2007-09-09 15:05:35 · 17 answers · asked by acot_anthonym 4 in Society & Culture Religion & Spirituality

All I'm saing is wheres the proof? If Moses split the Dead Sea then why hasnt any one found any remains today, like the Swords, spears, or sheilds? Y ou honestly believe the world was flooded, and no one can find a boat on mountain? how often does that happen?

2007-09-09 15:19:26 · update #1

Love&&Life..... That dosent make one bit of sense. what does the laws of rain and path of lightning have any thing to do with the bible? I want proof like a boat on a mountain and someone finding it. not Cliff Notes.

2007-09-09 15:58:15 · update #2

17 answers

It's a book full with exaggerated stories. Some are metaphoric and some are real.

P.S. You are more of a deist by definition, an agnostic holds the position that the existence of god(s) are currently impossible to know.

2007-09-09 15:08:41 · answer #1 · answered by 8theist 6 · 4 0

They're real. First reason why: The Dead Sea Scrolls, which were discovered and found to be entirely accurate to the Bible today. Second: the Bible, which was written a long time ago, contains very accurate information about the earth, things that people didn't discover until thousands of years later. Some interesting things: 1. At a time when science taught that the earth sat on a foundation of either a large animal or a giant (1500 BC), the Bible spoke of the earth's free float in space: "he hangs the earth on nothing".
2. The Bible also tells us that the earth is round: "It is He who sits above the circle of the earth". Man discovered this 2,400 years later.

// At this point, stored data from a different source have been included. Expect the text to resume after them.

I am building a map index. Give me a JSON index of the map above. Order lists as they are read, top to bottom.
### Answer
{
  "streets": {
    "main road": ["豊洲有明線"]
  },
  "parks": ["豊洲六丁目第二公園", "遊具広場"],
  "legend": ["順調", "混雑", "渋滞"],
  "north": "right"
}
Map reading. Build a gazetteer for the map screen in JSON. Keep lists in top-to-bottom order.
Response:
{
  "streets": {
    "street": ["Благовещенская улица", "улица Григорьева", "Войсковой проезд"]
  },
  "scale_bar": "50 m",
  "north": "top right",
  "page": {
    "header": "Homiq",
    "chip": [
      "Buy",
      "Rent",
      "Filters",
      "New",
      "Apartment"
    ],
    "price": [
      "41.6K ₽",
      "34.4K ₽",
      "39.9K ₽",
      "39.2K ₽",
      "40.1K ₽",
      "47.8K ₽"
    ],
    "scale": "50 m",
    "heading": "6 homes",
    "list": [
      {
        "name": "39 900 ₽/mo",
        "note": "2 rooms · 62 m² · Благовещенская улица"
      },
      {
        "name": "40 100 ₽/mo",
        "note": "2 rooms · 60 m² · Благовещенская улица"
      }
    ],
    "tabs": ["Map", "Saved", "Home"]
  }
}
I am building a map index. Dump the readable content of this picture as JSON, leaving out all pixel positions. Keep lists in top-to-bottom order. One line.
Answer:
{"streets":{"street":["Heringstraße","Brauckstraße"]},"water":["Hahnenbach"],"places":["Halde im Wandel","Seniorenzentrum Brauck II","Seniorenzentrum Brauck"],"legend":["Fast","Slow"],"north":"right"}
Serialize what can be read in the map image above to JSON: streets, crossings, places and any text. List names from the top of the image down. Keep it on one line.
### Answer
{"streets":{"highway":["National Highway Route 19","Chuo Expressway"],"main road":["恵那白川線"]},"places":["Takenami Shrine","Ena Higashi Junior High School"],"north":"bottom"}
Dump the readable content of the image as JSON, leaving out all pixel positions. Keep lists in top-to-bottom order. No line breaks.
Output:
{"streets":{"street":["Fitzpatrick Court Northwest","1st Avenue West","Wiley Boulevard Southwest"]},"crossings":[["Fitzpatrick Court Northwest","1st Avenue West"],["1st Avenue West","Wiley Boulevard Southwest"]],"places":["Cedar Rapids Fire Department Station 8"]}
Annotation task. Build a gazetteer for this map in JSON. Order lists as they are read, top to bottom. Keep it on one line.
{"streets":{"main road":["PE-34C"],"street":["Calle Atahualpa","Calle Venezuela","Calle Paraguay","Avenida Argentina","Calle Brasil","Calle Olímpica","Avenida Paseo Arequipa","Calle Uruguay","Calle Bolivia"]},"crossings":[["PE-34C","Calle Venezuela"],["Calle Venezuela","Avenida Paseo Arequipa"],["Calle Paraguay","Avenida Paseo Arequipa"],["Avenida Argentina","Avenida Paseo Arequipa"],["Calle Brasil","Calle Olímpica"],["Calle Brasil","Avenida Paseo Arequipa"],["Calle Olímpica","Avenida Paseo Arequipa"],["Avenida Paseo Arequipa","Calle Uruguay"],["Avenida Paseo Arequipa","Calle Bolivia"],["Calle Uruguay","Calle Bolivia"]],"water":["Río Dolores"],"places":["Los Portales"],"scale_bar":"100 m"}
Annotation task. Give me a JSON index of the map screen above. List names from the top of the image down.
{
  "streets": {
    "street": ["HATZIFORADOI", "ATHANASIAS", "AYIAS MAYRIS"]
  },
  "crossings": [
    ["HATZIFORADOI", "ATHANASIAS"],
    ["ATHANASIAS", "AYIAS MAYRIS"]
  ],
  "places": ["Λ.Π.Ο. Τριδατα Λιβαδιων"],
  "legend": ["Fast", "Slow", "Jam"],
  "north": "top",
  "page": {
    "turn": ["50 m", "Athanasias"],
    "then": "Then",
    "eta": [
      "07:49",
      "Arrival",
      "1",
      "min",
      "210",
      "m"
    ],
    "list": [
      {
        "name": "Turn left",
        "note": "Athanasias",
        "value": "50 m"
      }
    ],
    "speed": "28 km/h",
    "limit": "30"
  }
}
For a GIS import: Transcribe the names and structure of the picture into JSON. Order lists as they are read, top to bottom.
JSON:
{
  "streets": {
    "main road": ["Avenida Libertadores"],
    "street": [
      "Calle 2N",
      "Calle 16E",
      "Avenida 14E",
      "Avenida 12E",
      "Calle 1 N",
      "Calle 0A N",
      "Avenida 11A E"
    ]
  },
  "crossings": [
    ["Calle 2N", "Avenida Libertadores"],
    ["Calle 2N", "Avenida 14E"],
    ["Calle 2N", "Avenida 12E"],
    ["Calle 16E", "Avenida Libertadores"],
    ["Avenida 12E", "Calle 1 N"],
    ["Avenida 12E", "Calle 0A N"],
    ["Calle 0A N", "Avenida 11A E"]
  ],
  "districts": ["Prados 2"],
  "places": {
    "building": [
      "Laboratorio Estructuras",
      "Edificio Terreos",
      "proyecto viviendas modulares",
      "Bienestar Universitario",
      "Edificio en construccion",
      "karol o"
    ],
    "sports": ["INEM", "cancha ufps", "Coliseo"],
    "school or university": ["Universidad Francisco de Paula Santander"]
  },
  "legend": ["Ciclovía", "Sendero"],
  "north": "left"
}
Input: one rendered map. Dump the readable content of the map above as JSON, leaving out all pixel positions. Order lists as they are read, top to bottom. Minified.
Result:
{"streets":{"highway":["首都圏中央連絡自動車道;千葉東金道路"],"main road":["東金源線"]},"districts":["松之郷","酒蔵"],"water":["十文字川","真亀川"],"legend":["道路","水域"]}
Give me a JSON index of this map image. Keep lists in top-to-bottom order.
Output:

3.Job stated that God "made a law for the rain, and a path for the thunderbolt." Centuries later, scientists began to discern the "law for the rain." They called it the water cycle. Sound familiar?

4. In speaking of the sun, the psalmist says that "its rising is from one end of heaven, and its circuit to the other end; and there is nothing hidden from its heat." For many eyars Bible critics scoffed at the Bible, citing that this verse taught teh old false doctrine of geocentricity. Then it was discovered in recent years that the sun is in fact moving through space. It is not stationary as was once thought. It is estimated to be moving at approximately 600,000 mph, an orbit so large it would take approximately 200 million years to complete just one orbit.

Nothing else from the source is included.